Se lo tocchi non esiste». Era lo slogan paradossale del consulente McKinsey Tom Peters, che bene rappresenta il pensiero mainstream nella stagione menzognera - della fine degli anni Ottanta e proseguita almeno per tutto il decennio successivo - in cui le retoriche del virtuale accompagnavano la finanziarizzazione del mondo. Gli anni in cui se un'impresa tagliava pezzi della propria organizzazione (l'eufemistico re-engineering) migliorava quotazione borsistica; in cui il Far East divenne l'officina del mondo, calamitando un flusso di decentramento produttivo transnazionale iniziato nel 1962, quando l'impresa di semiconduttori made in Usa Fairchaild insediò il proprio stabilimento di montaggio a Hong Kong. Data d'inizio della deindustrializzazione occidentale. Da quel momento fu mattanza a Ovest, nel susseguirsi di bollettini bellici che segnalavano la crescente desertificazione del lavoro.
Invece la colomba del 2013 porta nel suo becco un ramoscello d'ulivo che annunzia come negli Stati uniti il diluvio universale sia finito e l'arcobaleno riappaia all'orizzonte. Per inciso, mutamento climatico che ancora non si segnala nella landa alla periferia del mondo chiamata Italia, dove la cultura del virtuale nella sua declinazione truffaldina ha prodotto lo sport estremo di chiudere le fabbriche durante le ferie estive; in modo che nessuno se ne accorga!

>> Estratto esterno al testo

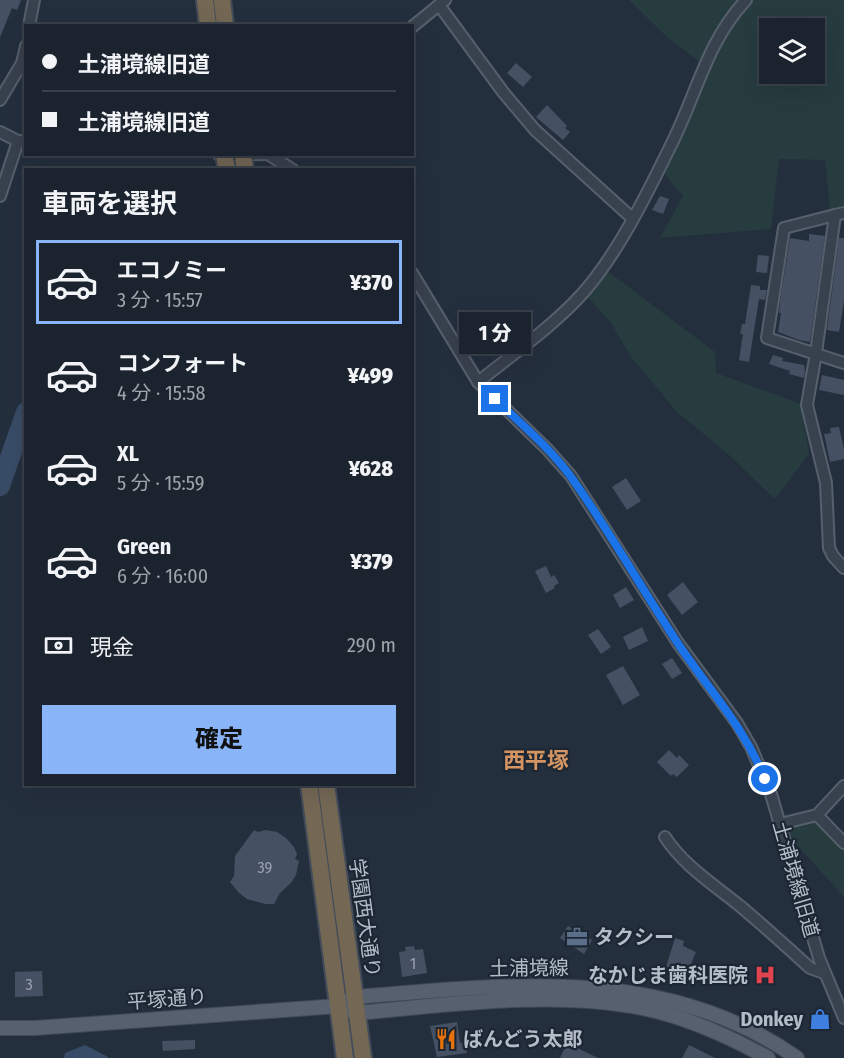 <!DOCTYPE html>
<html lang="ja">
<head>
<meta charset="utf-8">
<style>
  :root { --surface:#1b232e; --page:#242b36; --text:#f1f3f6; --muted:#a0a4aa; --line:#39404a; --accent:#8ab4f8 }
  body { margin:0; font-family:"Fira Sans Condensed","Noto Sans JP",sans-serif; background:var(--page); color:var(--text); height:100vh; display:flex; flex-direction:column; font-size:22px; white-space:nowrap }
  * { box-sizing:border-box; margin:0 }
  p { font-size:20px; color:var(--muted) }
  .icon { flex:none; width:33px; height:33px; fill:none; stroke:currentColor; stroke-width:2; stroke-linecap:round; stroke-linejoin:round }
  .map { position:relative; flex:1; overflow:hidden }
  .side { position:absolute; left:24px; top:168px; width:390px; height:618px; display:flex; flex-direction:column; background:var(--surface); border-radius:0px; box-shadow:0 6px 24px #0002,0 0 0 2px var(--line) }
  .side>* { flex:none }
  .hud { position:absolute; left:24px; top:24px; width:390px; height:132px; border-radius:0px; box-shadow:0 6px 24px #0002,0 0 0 2px var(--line); display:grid; align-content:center; height:132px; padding:0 18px; background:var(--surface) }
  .buttons { position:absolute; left:759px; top:18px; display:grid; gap:12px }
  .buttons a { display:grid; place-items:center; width:66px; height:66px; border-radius:0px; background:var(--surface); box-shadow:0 6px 24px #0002,0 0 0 2px var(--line); font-size:30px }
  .end { position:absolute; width:27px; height:27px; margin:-14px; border:8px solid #1a73e8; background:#fff; box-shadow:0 0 0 3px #fff }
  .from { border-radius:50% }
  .bubble { position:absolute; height:42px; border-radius:0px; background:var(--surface); box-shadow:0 6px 24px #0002,0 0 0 2px var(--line); font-size:20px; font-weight:800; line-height:42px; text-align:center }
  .hud b { display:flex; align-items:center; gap:21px; height:57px; font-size:22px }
  .hud b+b { border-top:2px solid var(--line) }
  .hud i { width:15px; height:15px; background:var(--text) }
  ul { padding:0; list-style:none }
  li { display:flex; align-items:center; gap:18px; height:84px; margin:0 12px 9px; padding:0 6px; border:3px solid transparent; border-radius:0px }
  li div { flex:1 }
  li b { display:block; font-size:22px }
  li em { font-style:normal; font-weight:800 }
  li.active { border-color:var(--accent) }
  li>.icon { width:54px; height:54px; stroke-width:1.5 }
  h2 { padding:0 18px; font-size:27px; line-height:72px }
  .pay { display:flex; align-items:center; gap:15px; height:66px; padding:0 18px; font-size:22px }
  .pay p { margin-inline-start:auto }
  .action { display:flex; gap:12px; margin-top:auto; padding:12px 18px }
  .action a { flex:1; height:69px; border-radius:0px; background:var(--accent); color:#111; font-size:24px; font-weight:800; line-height:69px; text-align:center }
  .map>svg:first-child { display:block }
</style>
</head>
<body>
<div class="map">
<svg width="844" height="1058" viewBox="0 0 844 1058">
  <rect width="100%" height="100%" fill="#242f3e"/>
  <!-- green -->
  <g fill="#263c3f" fill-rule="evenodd">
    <path d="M629,0H737L700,62L667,37Z"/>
    <path d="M751,0H844V207L830,210L825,160L779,159L771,229L660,238L683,196L663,172C670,160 677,148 682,135C703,88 714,37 751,0ZM770,28H814V74H770Z"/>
    <path d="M606,270L715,352L716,373L801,404L809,454L775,499L727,453L677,412L632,358L611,323L587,296Z"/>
    <path d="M812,820C825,824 835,838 844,848V897L798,846L792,850L786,829L789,825Z"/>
  </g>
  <!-- water -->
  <path fill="#394c67" d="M85,1045L108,1057V1058H64L65,1053Z"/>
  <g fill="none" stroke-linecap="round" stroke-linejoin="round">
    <!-- river -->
    <path stroke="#394c67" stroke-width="20" d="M0,486L26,412"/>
  </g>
  <!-- building -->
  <g fill="#455162">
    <path d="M0,0H21L17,10L12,8L0,37Z"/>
    <path d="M516,63L532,77L523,87L507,73Z"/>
    <path d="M547,105L567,126L565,128L570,132L563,140L536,117Z"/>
    <path d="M660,196L669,199L663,214L652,210Z"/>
    <path d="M809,234L825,236L810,342L799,340L778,332L781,313H779L780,301L790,238L809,241Z"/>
    <path d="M839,238H844V301L839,332L827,330Z"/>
    <path d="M758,255L769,256L767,273L756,272Z"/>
    <path d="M751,285L760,286V290H767L765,300L759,299L749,362L739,360L743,334H740L742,324H745Z"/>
    <path d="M773,355L783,358L782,361L804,365L805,371L804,378L789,374L790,371L769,364Z"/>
    <path d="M822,375L844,380V395L819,390Z"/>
    <path d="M839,427L844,449V459L830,462L824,434L831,433L830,428Z"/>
    <path d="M626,478L641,501L627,510L612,487Z"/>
    <path d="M546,566L551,577L554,575L559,583L554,586L555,588L546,593L535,571Z"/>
    <path d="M683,582L698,602L682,615L667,595Z"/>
    <path d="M626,587L634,600L620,608L613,595Z"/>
    <path d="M642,627L648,641L629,650L623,637Z"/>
    <path d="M598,629L611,647L601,654L588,635Z"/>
    <path d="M672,658L682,673L672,679L662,664Z"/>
    <path d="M623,666L640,695L623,705L606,675Z"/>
    <path d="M669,750L677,758L679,755L689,765L677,777L673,774L671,776L657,762Z"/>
    <path d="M254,830L258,832L266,830L277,832L286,838L294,847L297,854L295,859L299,861L296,875L291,883L280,893L274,904H265L247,899L239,893L230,882L234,876L235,856Z"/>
    <path d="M568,926L592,940L584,954L560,938Z"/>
    <path d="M675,938L684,941L683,946L696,952L685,978L665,970Z"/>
    <path d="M414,946L415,950L423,949L427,973L402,977L399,952L406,951L405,947Z"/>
    <path d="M42,971L43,996L15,997V972Z"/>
    <path d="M457,1022L460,1043H465L467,1053L437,1057L430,1026Z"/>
    <path d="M195,1040V1049L163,1051L162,1041Z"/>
    <path d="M567,1043L598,1058H560Z"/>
    <path d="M689,1045L715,1058H682Z"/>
  </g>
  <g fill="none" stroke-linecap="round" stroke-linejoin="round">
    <defs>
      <g id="minor">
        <path d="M439,5L503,92L535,130L632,218"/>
        <path d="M29,26L34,0"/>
        <path d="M412,27L445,0"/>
        <path d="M0,100L22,63L26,46"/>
        <path d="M0,132L18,141H25"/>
        <path d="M268,154L293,170"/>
        <path d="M219,155L268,154"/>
        <path d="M0,196L18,141"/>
        <path d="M844,213L835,215L816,353L807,405L826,483L829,548L833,556L844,568"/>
        <path d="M835,215L784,228L767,338L844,363"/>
        <path d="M412,273L478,382L547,449L571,476L678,643L737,723L751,747L771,794L819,958L844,1018"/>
        <path d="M478,382C513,354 552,327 582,294C617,255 646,196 669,149C695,100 706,42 746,0"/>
        <path d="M817,815L844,843"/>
        <path d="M780,824L817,815L844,786"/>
        <path d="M665,837C684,866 713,884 740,906C764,926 787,947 810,968L824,973"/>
      </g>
      <g id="major">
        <path d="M347,1010L357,1013C442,1005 547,991 632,1006C680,1014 725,1034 768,1058"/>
        <path d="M0,1028H35L311,1008L337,1006L355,997C507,985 665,964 797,1058"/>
      </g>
      <g id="highway">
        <path d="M205,0L208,26"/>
        <path d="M222,0L225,26"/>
        <path d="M224,154L227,170"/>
        <path d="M243,154L245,170"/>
        <path d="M309,784L345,1058"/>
        <path d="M326,784L363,1058"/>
      </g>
    </defs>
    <!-- minor casing -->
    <use href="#minor" stroke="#565f6c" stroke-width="14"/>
    <!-- major casing -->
    <use href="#major" stroke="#414a57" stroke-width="16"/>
    <!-- highway casing -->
    <use href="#highway" stroke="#434c59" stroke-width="20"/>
    <!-- minor -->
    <use href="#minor" stroke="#38414e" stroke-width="10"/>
    <!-- major -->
    <use href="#major" stroke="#56606e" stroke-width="14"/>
    <!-- highway -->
    <use href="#highway" stroke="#746855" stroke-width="16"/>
  </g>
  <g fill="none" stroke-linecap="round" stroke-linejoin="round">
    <!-- route -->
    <path stroke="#1a73e8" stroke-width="8" d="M495,399C521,424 550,448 571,477C609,530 641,588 677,642C708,689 743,725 765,779"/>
  </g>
  <!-- icons -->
  <defs>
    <symbol id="office-bare" viewBox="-9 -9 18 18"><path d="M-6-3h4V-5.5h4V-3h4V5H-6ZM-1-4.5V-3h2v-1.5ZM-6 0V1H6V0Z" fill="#5c6f8a" stroke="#1d2633" stroke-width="2.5" paint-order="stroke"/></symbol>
    <symbol id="hospital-bare" viewBox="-9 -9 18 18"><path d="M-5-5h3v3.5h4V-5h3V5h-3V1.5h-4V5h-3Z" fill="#e0444e" stroke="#1d2633" stroke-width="2.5" paint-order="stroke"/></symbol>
    <symbol id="shop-bare" viewBox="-9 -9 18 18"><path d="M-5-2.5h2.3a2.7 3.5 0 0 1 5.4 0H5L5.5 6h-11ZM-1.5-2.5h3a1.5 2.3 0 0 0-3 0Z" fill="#3f7fe0" stroke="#1d2633" stroke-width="2.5" paint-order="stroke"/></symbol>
    <symbol id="restaurant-bare" viewBox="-9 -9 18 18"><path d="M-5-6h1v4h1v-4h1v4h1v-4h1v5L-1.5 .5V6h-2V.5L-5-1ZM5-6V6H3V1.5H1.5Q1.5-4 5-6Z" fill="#e8710a" stroke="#1d2633" stroke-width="2.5" paint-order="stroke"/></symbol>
  </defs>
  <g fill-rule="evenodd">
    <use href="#office-bare" x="562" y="922" width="30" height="30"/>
    <use href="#hospital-bare" x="750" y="960" width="30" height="30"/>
    <use href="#shop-bare" x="805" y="1004" width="30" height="30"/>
    <use href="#restaurant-bare" x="431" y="1024" width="30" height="30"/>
  </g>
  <g text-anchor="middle" stroke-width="4.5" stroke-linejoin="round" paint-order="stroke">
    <!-- number labels -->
    <g font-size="16" fill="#98a1af">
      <text x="265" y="873">39</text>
      <text x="413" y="969">1</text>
      <text x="29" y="990">3</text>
    </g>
    <!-- street labels -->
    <g font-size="20" fill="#b4bcc9" stroke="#1d2633">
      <text transform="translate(796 879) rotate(74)" y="7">土浦境線旧道</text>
      <text transform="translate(365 918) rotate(82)" y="7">学園西大通り</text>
      <text transform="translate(529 968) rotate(-1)" y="7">土浦境線</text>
      <text transform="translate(167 999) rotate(-4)" y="7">平塚通り</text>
    </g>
    <!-- poi labels -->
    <g font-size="20" font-weight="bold" fill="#b4bcc9" stroke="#1d2633" text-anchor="start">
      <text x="594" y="944">タクシー</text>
      <text x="748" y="982" text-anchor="end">なかじま歯科医院</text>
      <text x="803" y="1026" text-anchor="end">Donkey</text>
      <text x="463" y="1046">ばんどう太郎</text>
    </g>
    <!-- quarter labels -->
    <g font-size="22" font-weight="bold" fill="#d59563" stroke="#1d2633">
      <text x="536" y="768">西平塚</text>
    </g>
  </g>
</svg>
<div class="buttons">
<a><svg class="icon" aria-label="layers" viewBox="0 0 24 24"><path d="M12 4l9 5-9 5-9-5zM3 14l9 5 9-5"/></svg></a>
</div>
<i class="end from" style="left:765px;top:779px"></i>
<i class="end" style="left:495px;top:399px"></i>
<div class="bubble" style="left:459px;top:312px;width:72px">1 分</div>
<div class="hud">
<b><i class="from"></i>土浦境線旧道</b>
<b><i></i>土浦境線旧道</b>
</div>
<section class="side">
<h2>車両を選択</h2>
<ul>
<li class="active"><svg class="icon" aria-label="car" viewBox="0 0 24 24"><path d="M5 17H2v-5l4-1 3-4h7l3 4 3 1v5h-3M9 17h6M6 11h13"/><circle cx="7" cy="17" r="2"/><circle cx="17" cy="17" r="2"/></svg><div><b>エコノミー</b><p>3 分 · 15:57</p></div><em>¥370</em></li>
<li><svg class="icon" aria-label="car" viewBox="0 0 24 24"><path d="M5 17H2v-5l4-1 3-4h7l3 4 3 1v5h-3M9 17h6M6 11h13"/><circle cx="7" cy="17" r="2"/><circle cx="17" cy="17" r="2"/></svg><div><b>コンフォート</b><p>4 分 · 15:58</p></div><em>¥499</em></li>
<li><svg class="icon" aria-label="car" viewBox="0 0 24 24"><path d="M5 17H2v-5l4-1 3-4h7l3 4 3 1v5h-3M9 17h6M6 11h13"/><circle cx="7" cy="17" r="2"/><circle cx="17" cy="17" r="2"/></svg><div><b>XL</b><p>5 分 · 15:59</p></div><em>¥628</em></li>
<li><svg class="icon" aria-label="car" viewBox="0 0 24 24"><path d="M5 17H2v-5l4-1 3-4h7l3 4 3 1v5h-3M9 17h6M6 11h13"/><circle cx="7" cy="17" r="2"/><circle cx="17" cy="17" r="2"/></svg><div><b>Green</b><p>6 分 · 16:00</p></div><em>¥379</em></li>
</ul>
<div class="pay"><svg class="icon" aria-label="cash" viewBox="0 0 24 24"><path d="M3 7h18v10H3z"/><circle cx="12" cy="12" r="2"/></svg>現金<p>290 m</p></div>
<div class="action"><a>確定</a></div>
</section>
</div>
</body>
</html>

In America - quindi - le manifatture ritornano a casa. Ne dava notizia la copertina di Time del 22 aprile scorso, in cui due saldatrici assemblavano il titolo: made in the Usa. Il fenomeno si chiama reshoring: il rimpatrio di attività industriale e di servizi, che inizia ad assumere dimensioni consistenti; promettendo ulteriori accelerazioni nei prossimi anni. Intanto sta invertendosi il trend occupazionale nell'industria manifatturiera statunitense; che oggi impiega 12 milioni di lavoratori contro i 17 di vent'anni fa, ma che la ritrovata crescita promette di recuperare entro il 2020. E già negli ultimi tre anni i posti creati sono stati mezzo milione. Al "ritorno a casa" si accompagna anche la localizzazione di imprese provenienti da altri paesi, come Siemens per la sua produzione di turbine a gas o Rolls Royce per componenti destinate ai motori d'aereo.
Tutto segnala che è rinata quella che l'economista Alfred Marshall chiamava industrial atmosphere: un ambiente favorevole all'attività mirata alla produzione che rafforza e attrae iniziative. Indubbiamente qui giocano fattori di cornice particolarmente significativi. In primo luogo la bonanza della ritrovata efficienza energetica; in particolare grazie all'estrazione di gas da scisti argillosi (gas shale). Sicché la produzione americana, tra il 2000 e il 2010 è passata da 10 a 140 miliardi di m3, con cui si è raggiunta l'indipendenza energetica e l'opportunità di trasformarsi da paese importatore in esportatore.
Poi ha funzionato alla grande il tradizionale rapporto tra ricerca e impresa. Questa volta con una particolare attenzione alle opportunità di crescita competitiva dell'economia "reale"; sempre nelle modalità del milieu d'innnovazione. Un esempio per tutti, riferito dal sociologo d'impresa Ferdinando Fasce: la produzione di stampanti 3D della ExOne di Pittsburg, che ha potuto contare sugli apporti decisivi provenienti dal colosso della ricerca Carnegie Mellon. Al centro di questa ripresa della manifattura c'è il decisivo rapporto con le comunità scientifiche locali: pur rappresentando solo il 9% dell'occupazione, tale settore contribuisce al 67% della spesa privata in R&S.
Ma la cornice non è completa se non si tiene conto che l'amministrazione Obama ha fatto della rinascita manifatturiera una priorità politica, non solo economica. Con precise azioni: ora Apple promette di assemblare in patria i propri computer, Wal-Mart darà la precedenza ai fornitori nazionali. Insomma, si è capito che la follia insita nella finanziarizzazione (fare a meno delle persone) non porta lontano: in un generale impoverimento chi alimenterà il mercato del consumo? In qualche misura si è recuperata l'antica saggezza di Ford Senior, secondo cui il primo acquirente della Ford modello T doveva essere proprio l'operaio che l'aveva costruita.
Un messaggio da oltre Atlantico che sarebbe bene facesse breccia nelle menti dei nostri governanti attardate dalle ricette NeoLib: il mercatismo fondamentalistico che aggiorna lo sfruttamento facendo rinascere l'antico proletariato ottocentesco nelle forme postindustriali del precariato. Sperando di tenere buoni i lavoratori con la paghetta dei 14 euro previsti dalla legge di stabilità.